(Data extracted from a collection)
BEGIN

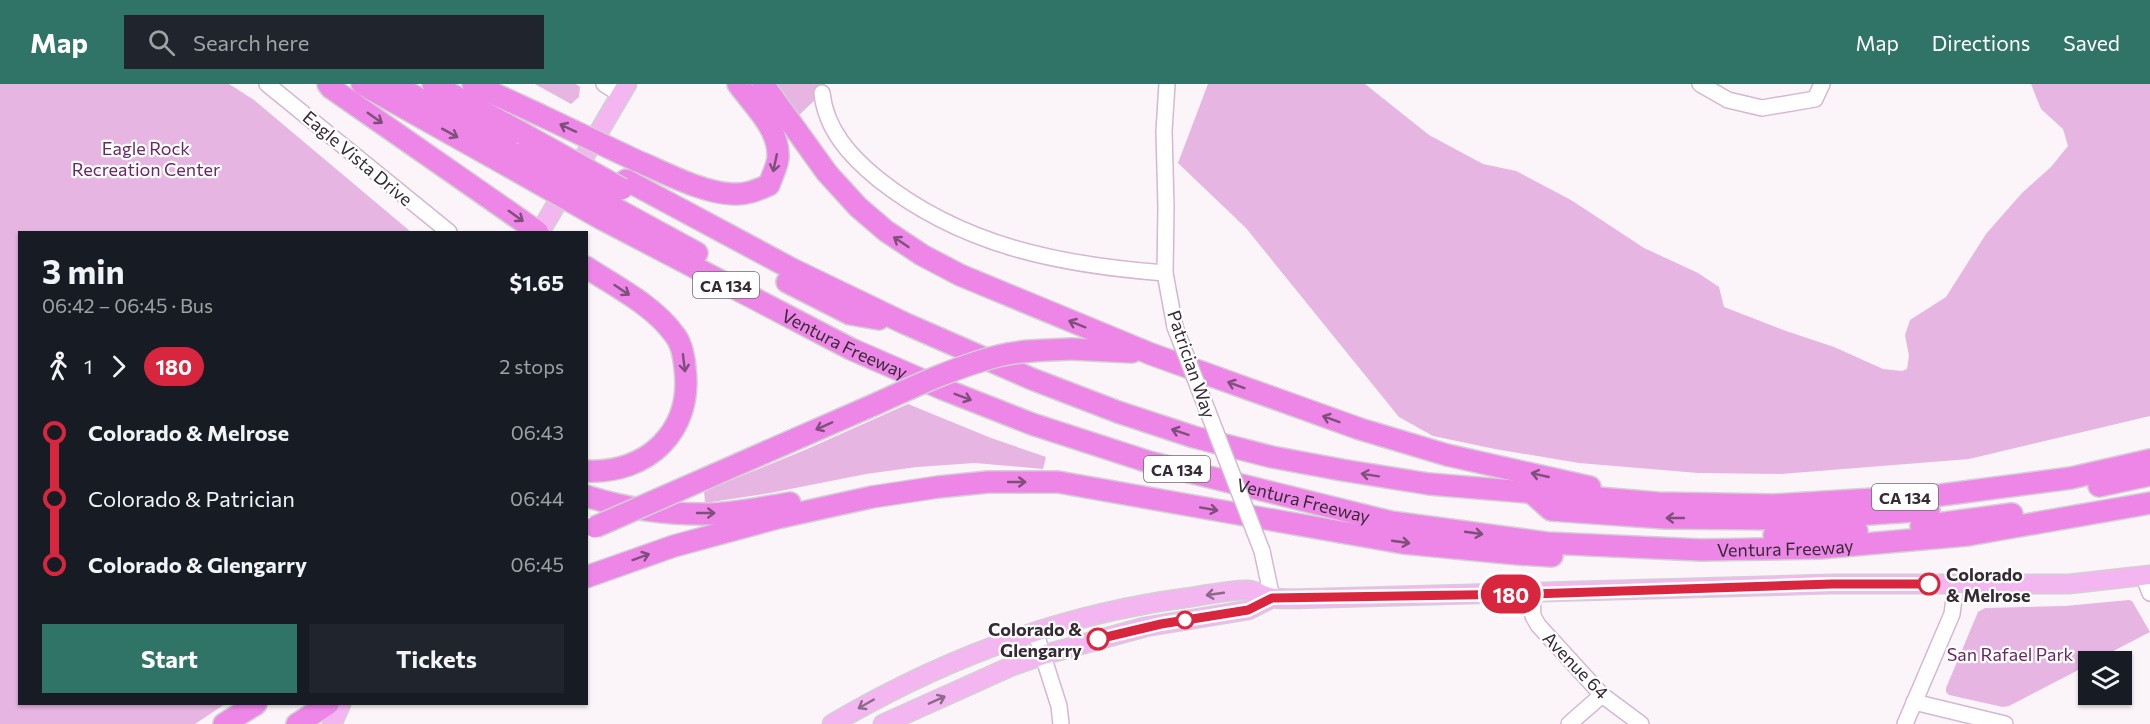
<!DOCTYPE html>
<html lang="en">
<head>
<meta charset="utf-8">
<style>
  body { margin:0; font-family:Commissioner,sans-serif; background:#20242c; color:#f1f3f6; height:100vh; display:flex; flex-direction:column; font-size:22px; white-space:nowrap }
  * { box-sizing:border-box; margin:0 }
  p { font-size:20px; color:#9ea1a6 }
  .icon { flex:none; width:33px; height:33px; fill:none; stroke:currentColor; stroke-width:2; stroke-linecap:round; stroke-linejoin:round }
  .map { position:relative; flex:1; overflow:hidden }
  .sheet { position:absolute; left:18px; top:147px; width:570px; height:474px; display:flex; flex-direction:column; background:#171b24; border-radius:0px; box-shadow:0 2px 4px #0004 }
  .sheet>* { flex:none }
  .badge { padding:0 12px; border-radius:20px; font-size:21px; line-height:39px }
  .controls { position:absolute; left:2078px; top:567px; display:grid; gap:12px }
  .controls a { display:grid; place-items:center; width:54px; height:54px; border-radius:0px; background:#171b24; box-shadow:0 2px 4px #0004; font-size:30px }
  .map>.badge { position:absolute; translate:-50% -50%; box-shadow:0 0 0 3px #fff }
  .legs { display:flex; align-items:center; gap:9px; height:66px; padding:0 24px; font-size:20px }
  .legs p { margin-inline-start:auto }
  .head { display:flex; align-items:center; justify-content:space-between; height:102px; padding:0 24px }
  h1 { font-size:33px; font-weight:700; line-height:45px }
  .primary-button { display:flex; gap:12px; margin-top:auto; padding:12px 24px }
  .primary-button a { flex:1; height:69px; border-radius:0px; background:#307468; color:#fff; font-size:24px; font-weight:700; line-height:69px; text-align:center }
  .primary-button a+a { background:#20242c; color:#f1f3f6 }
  ul { padding:0 24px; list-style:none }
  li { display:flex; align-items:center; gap:21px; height:66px; font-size:22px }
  li i { display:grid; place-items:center; width:9px; height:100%; margin:0 8px; background:currentColor }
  li i::after { content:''; width:15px; height:15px; margin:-8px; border:4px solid; border-radius:50%; background:#171b24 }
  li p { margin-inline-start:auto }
  li:first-child i { background:linear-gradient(#0000 50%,currentColor 0) }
  li:last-child i { background:linear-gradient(currentColor 50%,#0000 0) }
  header { display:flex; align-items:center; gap:36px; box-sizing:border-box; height:84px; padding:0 30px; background:#307468; color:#fff }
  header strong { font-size:28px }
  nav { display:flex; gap:33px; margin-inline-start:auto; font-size:21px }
  .search { width:420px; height:54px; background:#20242c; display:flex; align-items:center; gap:15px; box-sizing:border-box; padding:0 21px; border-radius:0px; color:#9ea1a6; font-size:22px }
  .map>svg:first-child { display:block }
  .green { fill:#e6b5e1 }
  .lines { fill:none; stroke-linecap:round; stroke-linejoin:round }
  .minor-casing { stroke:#d5b7d1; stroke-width:18 }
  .major-casing { stroke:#d3d0d3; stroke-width:21 }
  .highway-casing { stroke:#d3d0d3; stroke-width:24 }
  .minor { stroke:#fff; stroke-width:15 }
  .major { stroke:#f4b6f1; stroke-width:18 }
  .highway { stroke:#ed86e7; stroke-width:21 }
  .minor-bridge-casing { stroke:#d5b7d1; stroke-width:18; stroke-linecap:butt }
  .highway-bridge-casing { stroke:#d3d0d3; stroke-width:24; stroke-linecap:butt }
  .minor-bridge { stroke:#fff; stroke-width:15 }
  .highway-bridge { stroke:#ed86e7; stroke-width:21 }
  .oneway { stroke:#7f4f7c }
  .oneway2 { stroke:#8c6a8a }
  .line-1-casing { stroke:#fff; stroke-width:14 }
  .line-1 { stroke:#d7263d; stroke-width:9 }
  .stop-1-dot { fill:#fff; stroke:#d7263d; stroke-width:3 }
  .labels { text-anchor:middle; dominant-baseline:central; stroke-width:4.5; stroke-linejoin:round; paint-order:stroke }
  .shield { fill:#fff; stroke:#726b72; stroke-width:1.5 }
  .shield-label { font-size:16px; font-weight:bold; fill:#362b35 }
  .park-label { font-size:18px; fill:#692666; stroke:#fff }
  .street-label { font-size:18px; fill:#362b35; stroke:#fff }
  .stop-label { font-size:18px; font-weight:bold; fill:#362b35; stroke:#fff; text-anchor:start }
</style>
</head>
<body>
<header>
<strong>Map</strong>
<div class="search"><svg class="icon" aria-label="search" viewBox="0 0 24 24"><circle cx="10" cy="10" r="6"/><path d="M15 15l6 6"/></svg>Search here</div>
<nav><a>Map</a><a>Directions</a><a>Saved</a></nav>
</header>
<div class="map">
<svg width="2150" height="640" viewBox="0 0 2150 640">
  <rect width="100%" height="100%" fill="#fbf5fa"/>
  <g class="green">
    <path d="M0,0H229L254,16L411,148H20V620H225L195,640H0Z"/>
    <path d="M535,0H576L580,3L579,13L571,20Z"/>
    <path d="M765,0H822V9L795,35Z"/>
    <path d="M1208,0H1365L1429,51L1483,80L1516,87L1571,116L1644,164L1698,189L1719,203L1724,223L1786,247L1834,263L1883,285L1902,287L1907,285L1909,272L1905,251L1910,236L1946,213L1986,150L2022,109L2051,83L2068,62L2063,45L2041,25L2031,0H2150V332L1969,375L1781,390L1698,389L1579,379L1495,365L1433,352L1399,333L1246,144L1178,79Z"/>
    <path d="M908,320L991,354L1046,373L1043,385L975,379L917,383L866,390L770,409L705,419L704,407L805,366Z"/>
    <path d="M2129,516L2132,517L2150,548L2094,577L2088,578V581L2009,622L2003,623L1949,611L1946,608V604L1978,528L1985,524L2065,522Z"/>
  </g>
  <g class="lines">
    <defs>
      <g id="minor">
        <path d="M267,0L449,148"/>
        <path d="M604,0L621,11"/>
        <path d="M1167,0L1164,47L1166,123L1165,189L1175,243"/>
        <path d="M1700,0L1728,16L1762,24L1815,15L1822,0"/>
        <path d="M822,9C826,46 850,72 878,95C962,162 1060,181 1165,189"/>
        <path d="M1262,467L1272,514"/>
        <path d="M2144,493L2150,509"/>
        <path d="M1532,510L1533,532L1538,541L1602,611L1641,640"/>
        <path d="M1035,547L1059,622L1061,640"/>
        <path d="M1914,618L2005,640"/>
        <path d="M1569,640L1602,611"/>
        <path d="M1905,640L1952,530L1956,500"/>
      </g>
      <g id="major">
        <path d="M540,148L627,0"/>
        <path d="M332,640L341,620"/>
        <path d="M832,640C942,575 1058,531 1185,514C1200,512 1234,505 1248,506C1257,507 1265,513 1274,514C1290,516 1307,514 1324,514L1831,500H2069L2150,491"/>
        <path d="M883,640L1012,582L1043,571L1145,543L1248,526L1272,514"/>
      </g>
      <g id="highway">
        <path d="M328,0L331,4L538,148"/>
        <path d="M362,0L510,83"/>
        <path d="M393,0L518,70"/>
        <path d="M433,0L522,49"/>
        <path d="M473,0L538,30"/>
        <path d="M763,0L827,89L858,123L886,147L922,171L960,191L1151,270L1360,345L1447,371L1590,403"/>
        <path d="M635,76C664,88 702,109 733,110C746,111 757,106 769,101C772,92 777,83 778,74C780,45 753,21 738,0"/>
        <path d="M626,96L792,185L904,239L1032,295L1118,328L1194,353L1272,373L1342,386L1429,400L1658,419L1774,421L1941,411L2071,394L2150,376"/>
        <path d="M609,121L697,169"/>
        <path id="s1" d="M602,135L851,265L943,305L1032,340L1149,378L1391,438L1547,459L1701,466L1820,464L1968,451L2150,419"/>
        <path d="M586,183C616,203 653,221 674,250C682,259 684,273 685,284C693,347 648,390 586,387"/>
        <path d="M787,198L850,230L879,235"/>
        <path d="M1071,265L1132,268"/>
        <path d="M741,379L878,319"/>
        <path d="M2099,402L2150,391"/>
        <path d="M1532,409L1551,426L1665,434L1795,435L1929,426"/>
        <path d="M586,412C627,425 669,431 711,430C737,429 765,423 790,419"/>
        <path d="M1921,442L2012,430"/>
        <path d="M1774,451L1857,447"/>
        <path d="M586,493L674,462L777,434L872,413L938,403L988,398H1058L1403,459L1518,470L1552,472"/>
        <path d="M224,640L256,620"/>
        <path d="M297,640L328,620"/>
      </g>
    </defs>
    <use href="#minor" class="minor-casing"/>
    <use href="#major" class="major-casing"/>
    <use href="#highway" class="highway-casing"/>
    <use href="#minor" class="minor"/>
    <use href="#major" class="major"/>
    <use href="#highway" class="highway"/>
    <defs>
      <path id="minor-bridge" d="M1175,243L1262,467"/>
      <g id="highway-bridge">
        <path d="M538,30L635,76"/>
        <path d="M522,49L622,105"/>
        <path d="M518,70L609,121"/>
        <path d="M510,83L602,135"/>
        <path d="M878,319C917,301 956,283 998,272C1022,266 1047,266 1071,265"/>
        <path d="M595,443L741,379"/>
      </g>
    </defs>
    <use href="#minor-bridge" class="minor-bridge-casing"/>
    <use href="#highway-bridge" class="highway-bridge-casing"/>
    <use href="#minor-bridge" class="minor-bridge"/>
    <use href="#highway-bridge" class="highway-bridge"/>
  </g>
  <defs><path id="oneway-shaft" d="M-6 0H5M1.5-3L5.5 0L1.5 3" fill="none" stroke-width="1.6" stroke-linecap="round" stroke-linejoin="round" transform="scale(1.5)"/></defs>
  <g class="oneway">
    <use href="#oneway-shaft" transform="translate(375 34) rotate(35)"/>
    <use href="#oneway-shaft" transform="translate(568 44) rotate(-155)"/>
    <use href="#oneway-shaft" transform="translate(450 49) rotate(29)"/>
    <use href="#oneway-shaft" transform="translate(775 79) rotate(102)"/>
    <use href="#oneway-shaft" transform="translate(516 132) rotate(36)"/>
    <use href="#oneway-shaft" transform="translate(901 158) rotate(-146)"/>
    <use href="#oneway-shaft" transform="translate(622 206) rotate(34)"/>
    <use href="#oneway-shaft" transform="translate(1077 240) rotate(-158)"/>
    <use href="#oneway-shaft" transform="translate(684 279) rotate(83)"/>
    <use href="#oneway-shaft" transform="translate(1236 301) rotate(-160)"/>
    <use href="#oneway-shaft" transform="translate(963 313) rotate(21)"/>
    <use href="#oneway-shaft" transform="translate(1331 335) rotate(-160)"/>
    <use href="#oneway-shaft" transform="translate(824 342) rotate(156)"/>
    <use href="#oneway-shaft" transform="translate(1180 348) rotate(-161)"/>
    <use href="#oneway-shaft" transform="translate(1370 391) rotate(-171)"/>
    <use href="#oneway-shaft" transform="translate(1540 391) rotate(-167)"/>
    <use href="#oneway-shaft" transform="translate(1017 398)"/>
    <use href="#oneway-shaft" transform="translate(1209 425) rotate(10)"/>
    <use href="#oneway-shaft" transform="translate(706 429)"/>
    <use href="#oneway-shaft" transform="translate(1675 434) rotate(-180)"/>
    <use href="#oneway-shaft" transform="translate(1474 449) rotate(8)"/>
    <use href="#oneway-shaft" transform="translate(1401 458) rotate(8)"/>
    <use href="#oneway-shaft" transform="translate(641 473) rotate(-20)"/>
  </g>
  <g class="oneway2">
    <use href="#oneway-shaft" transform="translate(1215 510) rotate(172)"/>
    <use href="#oneway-shaft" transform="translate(937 616) rotate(-24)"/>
    <use href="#oneway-shaft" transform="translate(866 620) rotate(150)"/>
  </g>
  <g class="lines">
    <defs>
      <path id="line-1" d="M1098,555L1161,540L1248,526L1272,514L1532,510L1832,500H1929"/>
    </defs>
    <use href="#line-1" class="line-1-casing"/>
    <use href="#line-1" class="line-1"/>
  </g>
  <g class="stop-1-dot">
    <circle cx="1929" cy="500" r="10"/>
    <circle cx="1185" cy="536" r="8"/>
    <circle cx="1098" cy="555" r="10"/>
  </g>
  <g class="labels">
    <g class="shield">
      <rect x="693" y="188" width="66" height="26" rx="4.5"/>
      <rect x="1144" y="372" width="66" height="26" rx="4.5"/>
      <rect x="1872" y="400" width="66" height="26" rx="4.5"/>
    </g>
    <g class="shield-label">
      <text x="726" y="201">CA 134</text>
      <text x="1177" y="385">CA 134</text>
      <text x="1905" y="413">CA 134</text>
    </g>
    <g class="park-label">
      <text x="146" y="64">Eagle Rock<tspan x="146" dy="21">Recreation Center</tspan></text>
      <text x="2010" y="570">San Rafael Park</text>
    </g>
    <g class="street-label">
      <text transform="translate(358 74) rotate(40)">Eagle Vista Drive</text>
      <text stroke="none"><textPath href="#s1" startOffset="273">Ventura Freeway</textPath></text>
      <text transform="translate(1192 280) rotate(71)">Patrician Way</text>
      <text stroke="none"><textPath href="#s1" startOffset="759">Ventura Freeway</textPath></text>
      <text stroke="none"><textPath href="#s1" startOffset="1245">Ventura Freeway</textPath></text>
      <text transform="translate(1576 581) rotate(46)">Avenue 64</text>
    </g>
    <g class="stop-label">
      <text x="1946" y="490">Colorado<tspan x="1946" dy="21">&amp; Melrose</tspan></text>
      <text x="1082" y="545" text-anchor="end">Colorado &amp;<tspan x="1082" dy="21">Glengarry</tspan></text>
    </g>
  </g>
</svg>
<div class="controls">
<a><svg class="icon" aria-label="layers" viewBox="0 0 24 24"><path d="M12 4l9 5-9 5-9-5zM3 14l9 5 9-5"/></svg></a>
</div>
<b class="badge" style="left:1511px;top:510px;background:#d7263d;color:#fff">180</b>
<section class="sheet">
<div class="head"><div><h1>3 min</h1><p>06:42 – 06:45 · Bus</p></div><b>$1.65</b></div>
<div class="legs"><svg class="icon" aria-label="walk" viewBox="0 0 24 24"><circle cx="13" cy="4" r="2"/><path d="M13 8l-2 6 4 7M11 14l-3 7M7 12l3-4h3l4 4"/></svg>1<svg class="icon" aria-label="forward" viewBox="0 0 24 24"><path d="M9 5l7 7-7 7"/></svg><b class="badge" style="background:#d7263d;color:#fff">180</b><p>2 stops</p></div>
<ul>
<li><i style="color:#d7263d"></i><b>Colorado &amp; Melrose</b><p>06:43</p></li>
<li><i style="color:#d7263d"></i><span>Colorado &amp; Patrician</span><p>06:44</p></li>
<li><i style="color:#d7263d"></i><b>Colorado &amp; Glengarry</b><p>06:45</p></li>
</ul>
<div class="primary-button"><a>Start</a><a>Tickets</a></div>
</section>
</div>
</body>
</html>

END

▸ **Problem requirements**:
Your answer must be an exact copy of the lines from the start of the entries through the line with "position:absolute; left:2078px; top:567px;", with no pictures.

▸ **Solution**:
<!DOCTYPE html>
<html lang="en">
<head>
<meta charset="utf-8">
<style>
  body { margin:0; font-family:Commissioner,sans-serif; background:#20242c; color:#f1f3f6; height:100vh; display:flex; flex-direction:column; font-size:22px; white-space:nowrap }
  * { box-sizing:border-box; margin:0 }
  p { font-size:20px; color:#9ea1a6 }
  .icon { flex:none; width:33px; height:33px; fill:none; stroke:currentColor; stroke-width:2; stroke-linecap:round; stroke-linejoin:round }
  .map { position:relative; flex:1; overflow:hidden }
  .sheet { position:absolute; left:18px; top:147px; width:570px; height:474px; display:flex; flex-direction:column; background:#171b24; border-radius:0px; box-shadow:0 2px 4px #0004 }
  .sheet>* { flex:none }
  .badge { padding:0 12px; border-radius:20px; font-size:21px; line-height:39px }
  .controls { position:absolute; left:2078px; top:567px; display:grid; gap:12px }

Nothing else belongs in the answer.